- Born: Lagos, Nigeria
- Education: Covenant University;
- Occupations: Visual artist and writer
- Known for: Edith Russ-Haus 2020 Media Art Award Oldenburg, Germany Place Publique Prize 2019, Fonderie Darling Montréal, Canada
- Website: ayoakinwande.com

= Ayo Akínwándé =

Nigerian visual artist

Ayọ̀ Akínwándé (born in Lagos, Nigeria) is a Nigerian contemporary visual artist, curator, and writer. He is known for his vivid multimedia drawings and works on paper.

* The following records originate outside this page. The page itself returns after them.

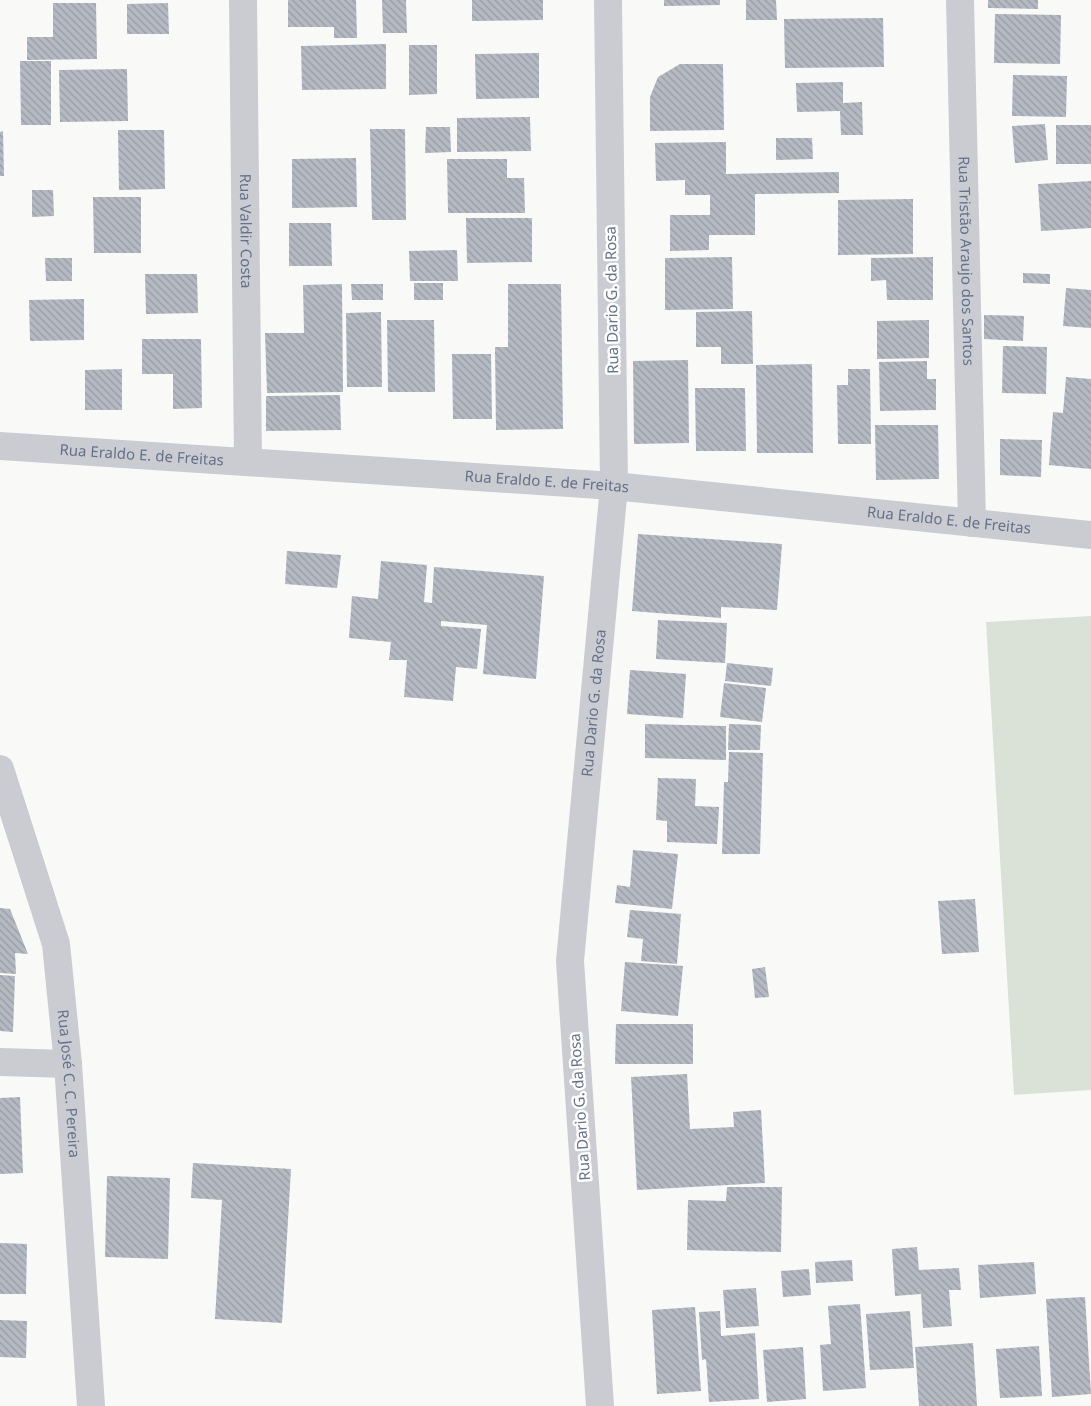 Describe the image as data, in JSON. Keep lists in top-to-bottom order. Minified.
{"streets":{"street":["Rua Valdir Costa","Rua Tristão Araujo dos Santos","Rua Dario G. da Rosa","Rua Eraldo E. de Freitas","Rua José C. C. Pereira"]},"crossings":[["Rua Valdir Costa","Rua Eraldo E. de Freitas"],["Rua Tristão Araujo dos Santos","Rua Eraldo E. de Freitas"],["Rua Dario G. da Rosa","Rua Eraldo E. de Freitas"]]} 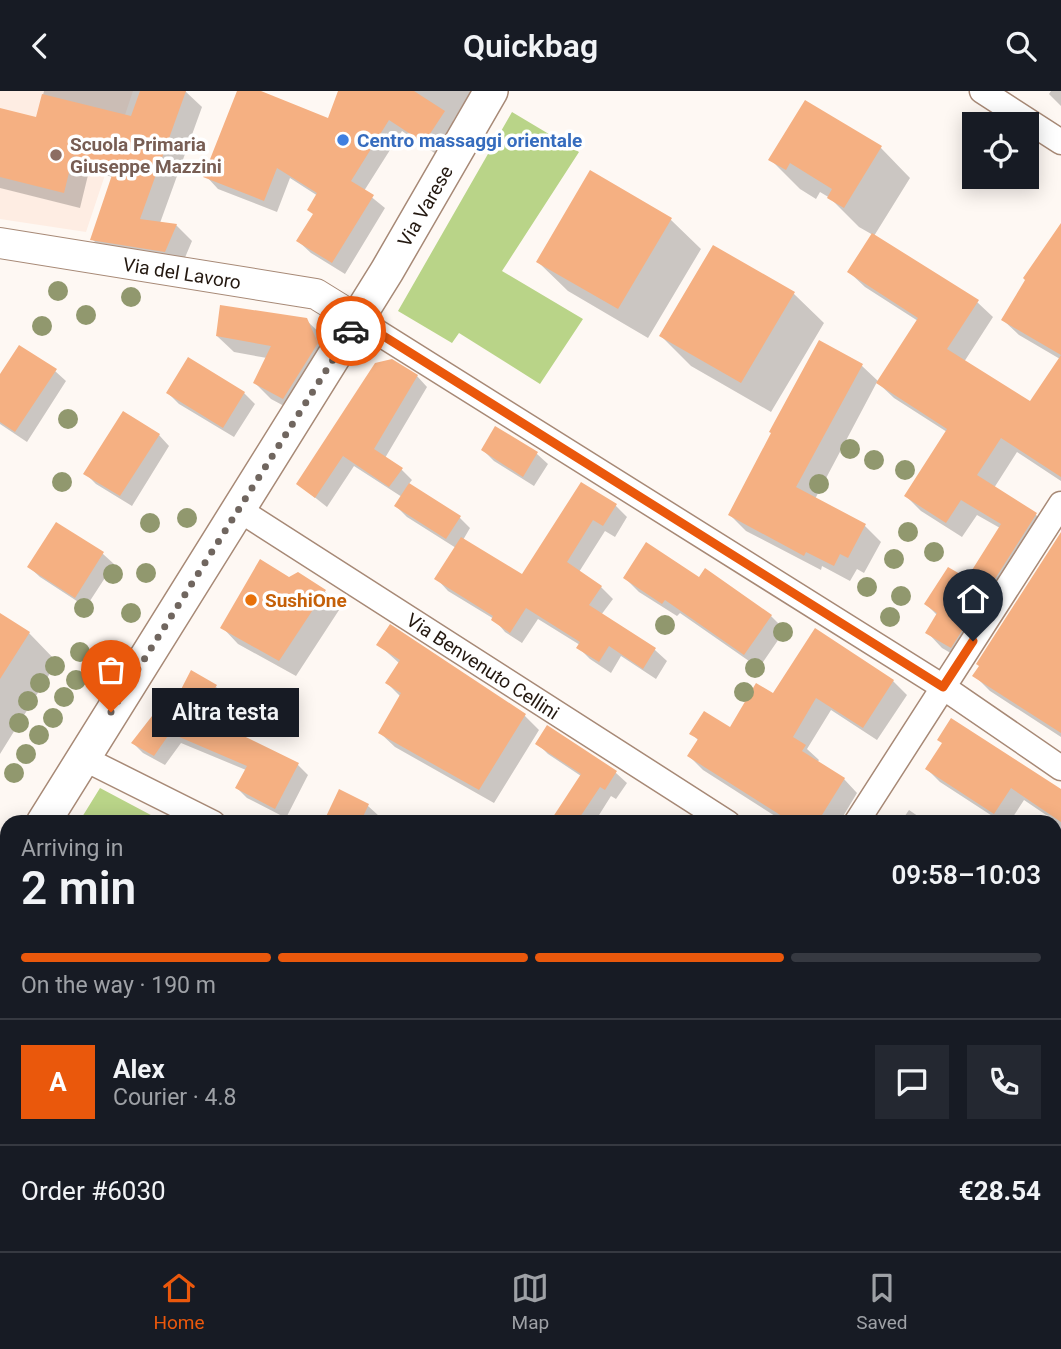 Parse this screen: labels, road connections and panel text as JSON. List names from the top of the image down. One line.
{"streets":{"main road":["Via Varese"],"street":["Via del Lavoro","Via Benvenuto Cellini"]},"crossings":[["Via Varese","Via del Lavoro"],["Via Varese","Via Benvenuto Cellini"]],"places":["Centro massaggi orientale","Scuola Primaria Giuseppe Mazzini","SushiOne","Altra testa"],"page":{"header":"Quickbag","bubble":"Altra testa","heading":["2 min","Arriving in","09:58–10:03"],"panel":["Alex","Courier · 4.8","Order #6030","€28.54"],"bar":"On the way · 190 m","round":"A","tabs":["Home","Map","Saved"]}} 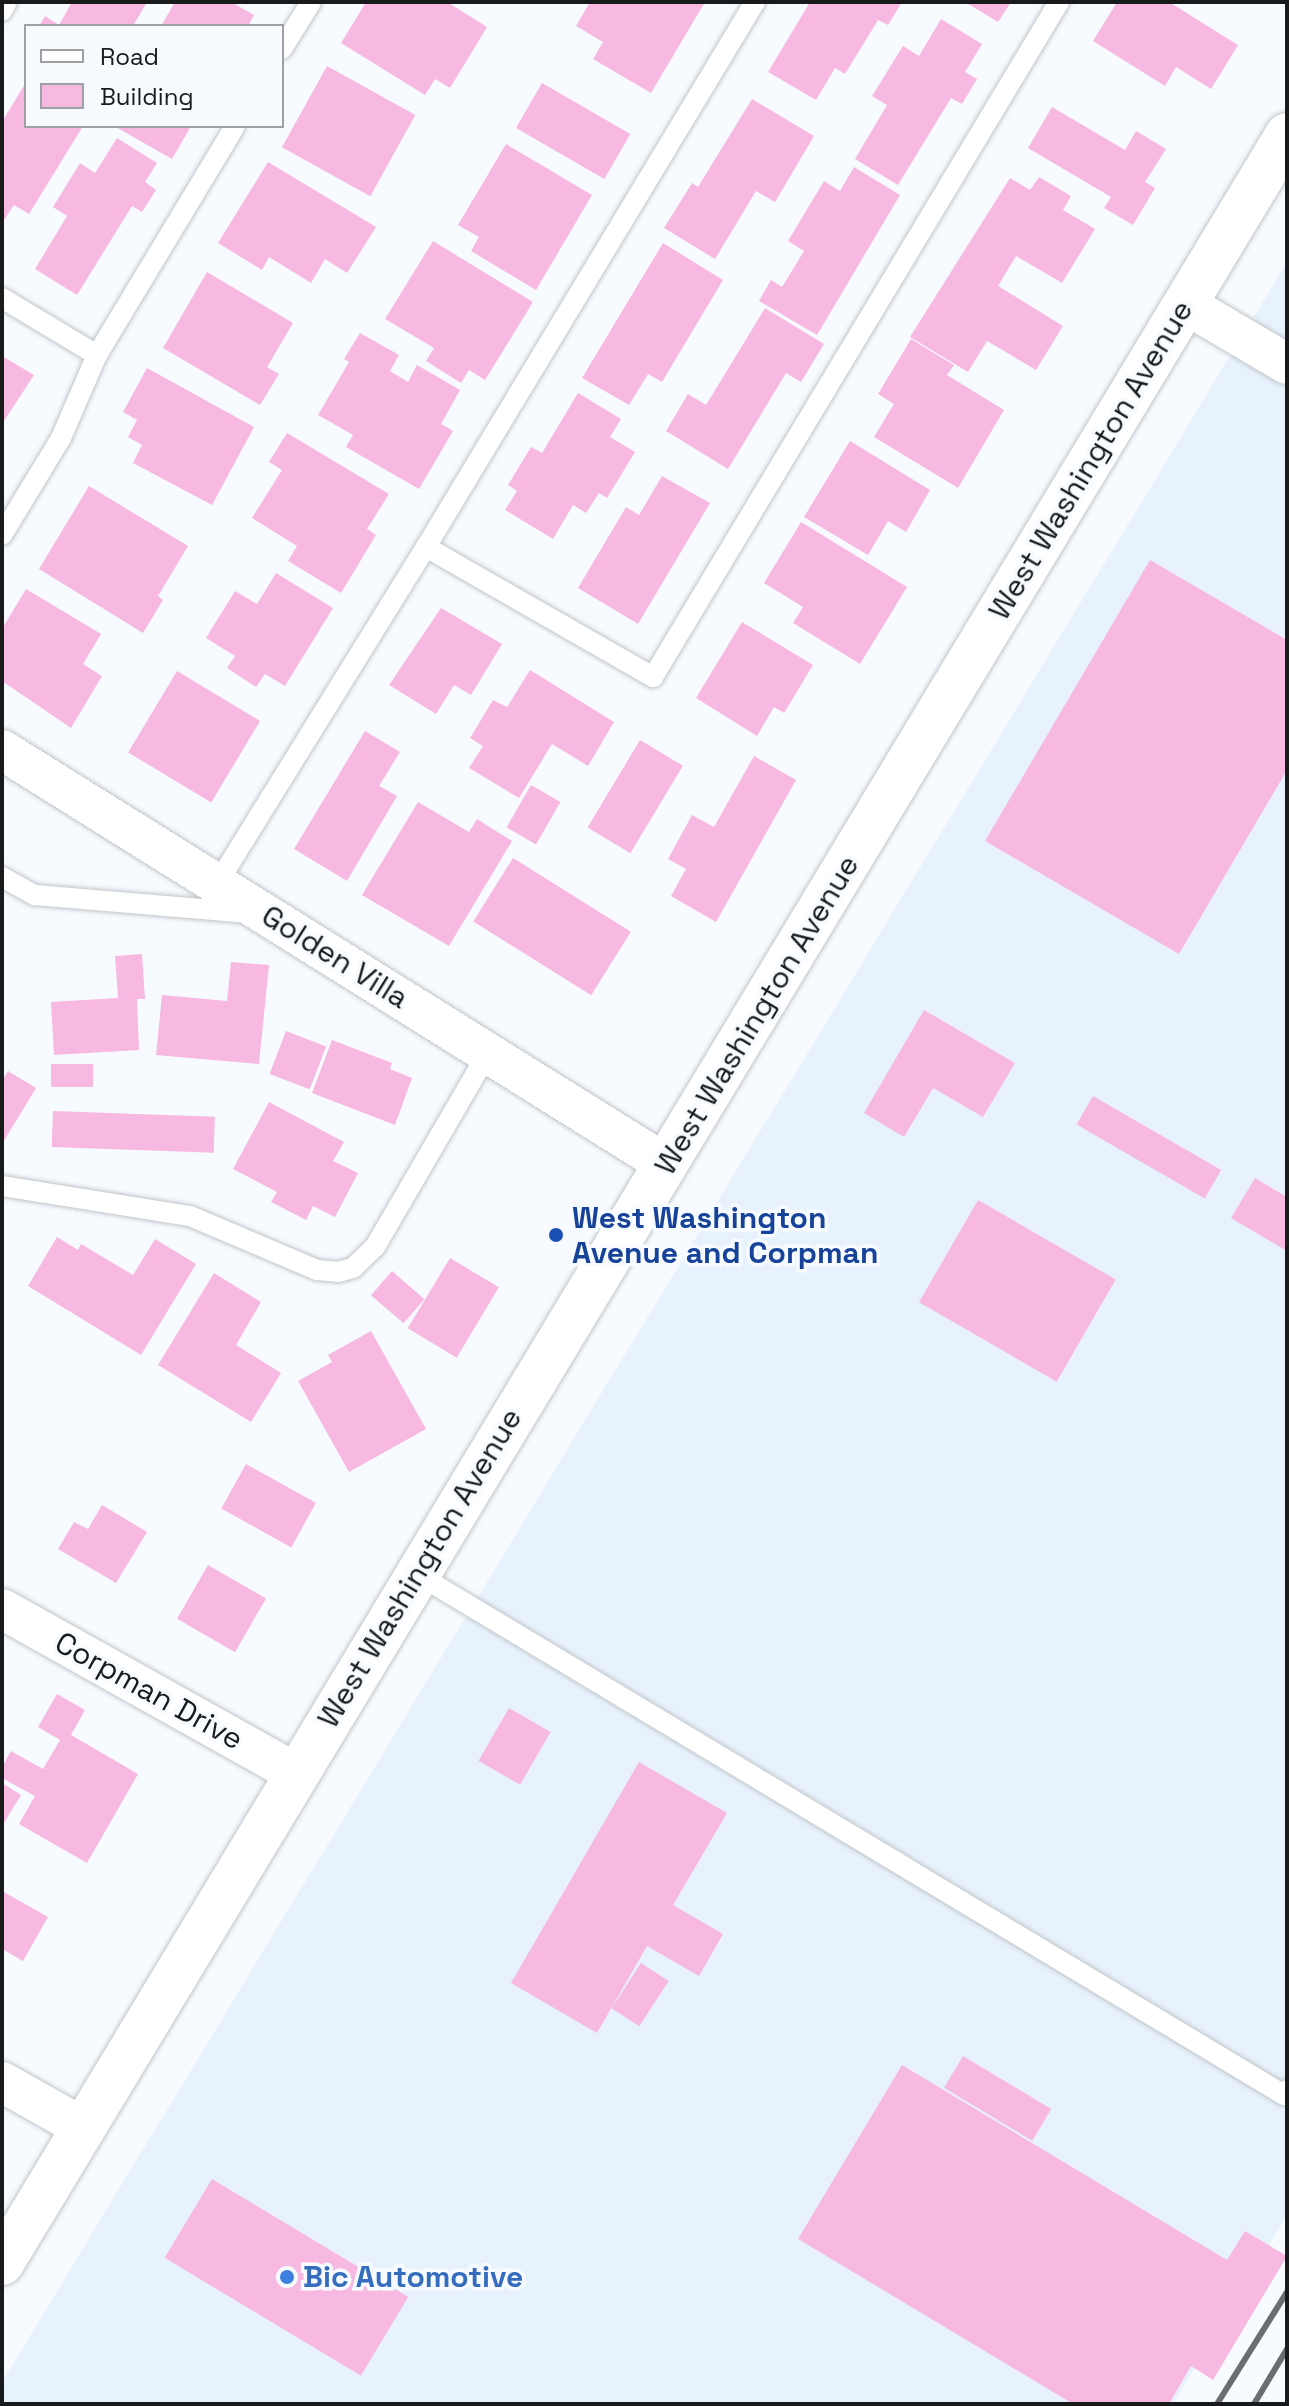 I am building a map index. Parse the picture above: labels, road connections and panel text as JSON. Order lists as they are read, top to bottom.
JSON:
{
  "streets": {
    "main road": ["West Washington Avenue"],
    "street": ["Golden Villa", "Corpman Drive"]
  },
  "crossings": [
    ["West Washington Avenue", "Golden Villa"],
    ["West Washington Avenue", "Corpman Drive"]
  ],
  "places": ["West Washington Avenue and Corpman", "Bic Automotive"],
  "legend": ["Road", "Building"]
} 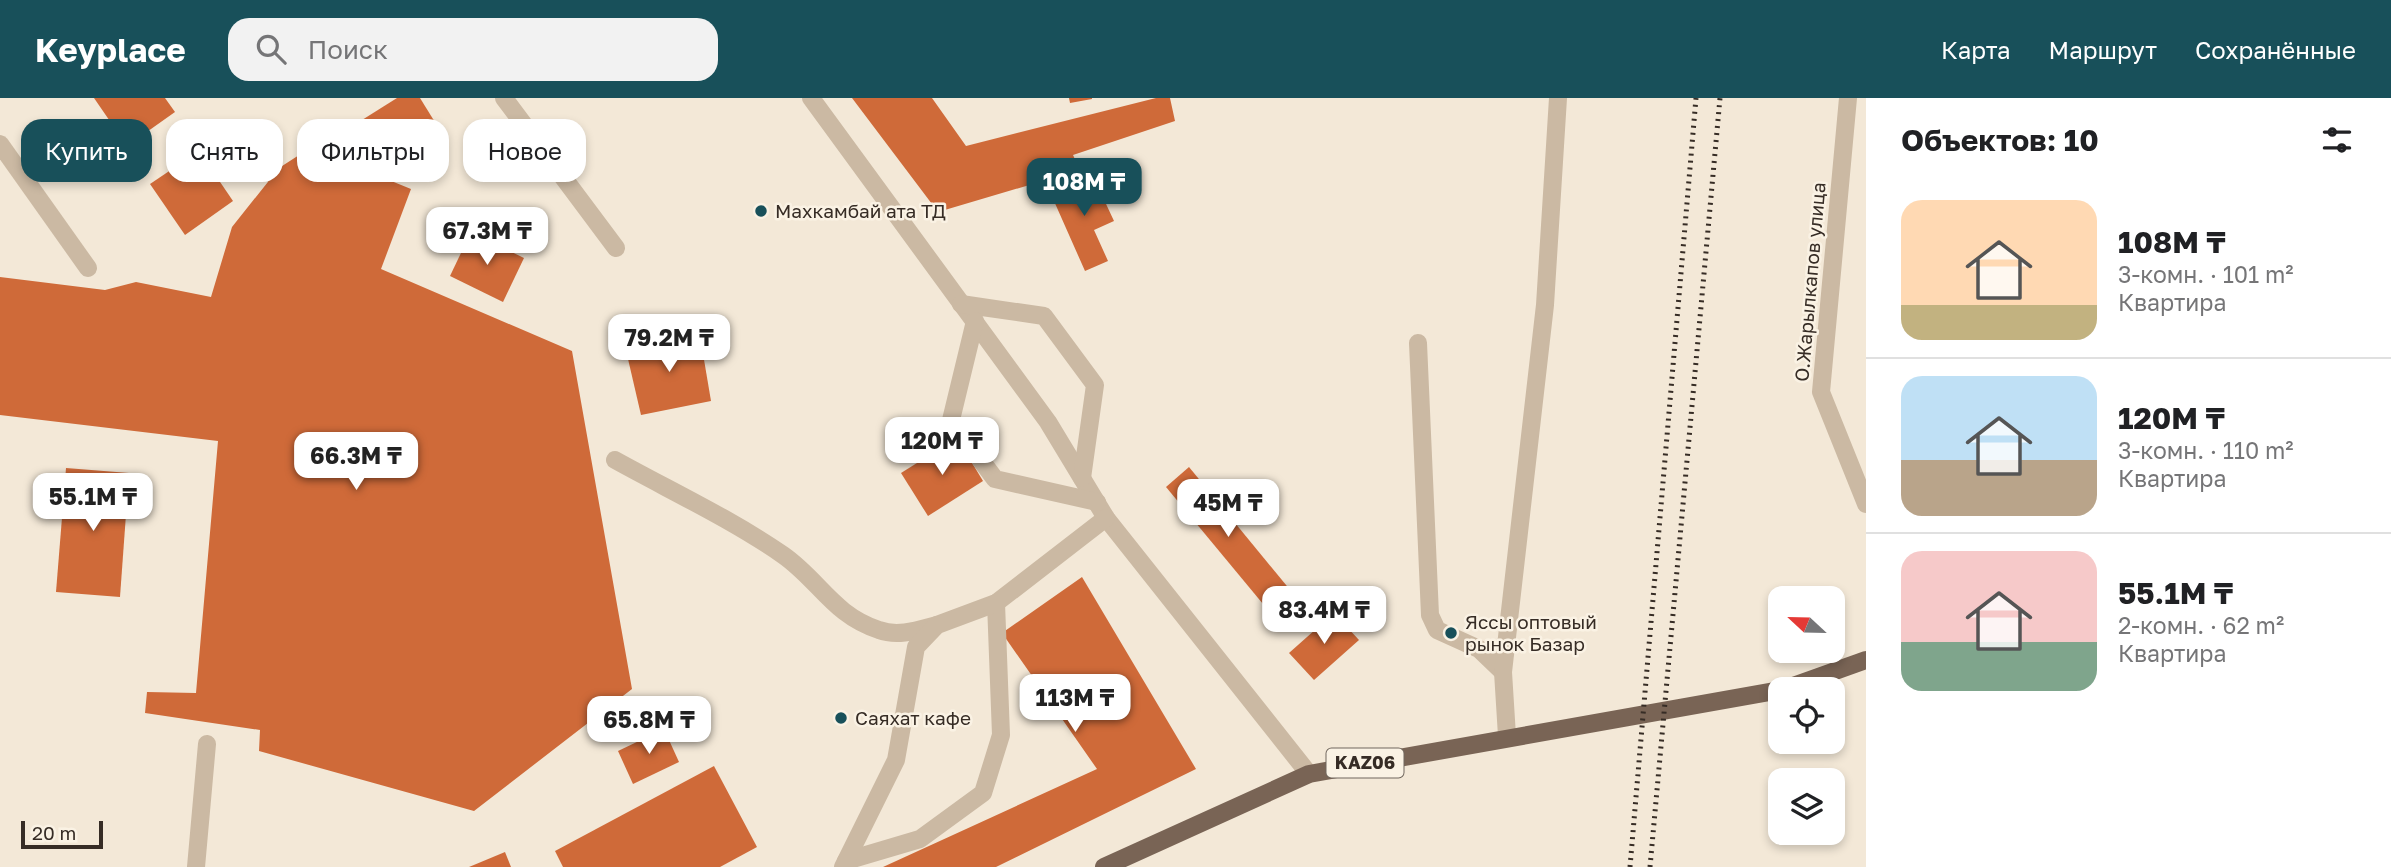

== Early life and education ==
Ayọ̀ Akínwándé was born and brought up in Lagos, Nigeria. He studied Architecture from Covenant University Nigeria.

== Exhibitions ==
Selected solo exhibitions:

- Power Show III - The God-Fathers Must Be Crazy, Darling Foundry Montreal Quebec, Canada 2019.
- the artist isn't present, The Gallow Gate, Glasgow 2019.
- Power Show II: The God-Fathers Are Not To Blame, Revolving Art Incubator, Lagos (Nigeria) 2018.
- Power Show I, Omenka Gallery, Lagos (Nigeria) 2018.
- Deaf vs Dumb II, National Museum, Lagos 2017.

== Publications ==

- 2019 “Victor Ehikhamenor: From the Village to the World, and Back Again”, The Art Momentum.
- 2018 Confronting an Unaddressed Nigerian Reality in the Exhibition ‘Salvage Therapy’ The Sole Adventurer.
- 2020 "Who Art Exhibition Epp?”, People's Stories Project.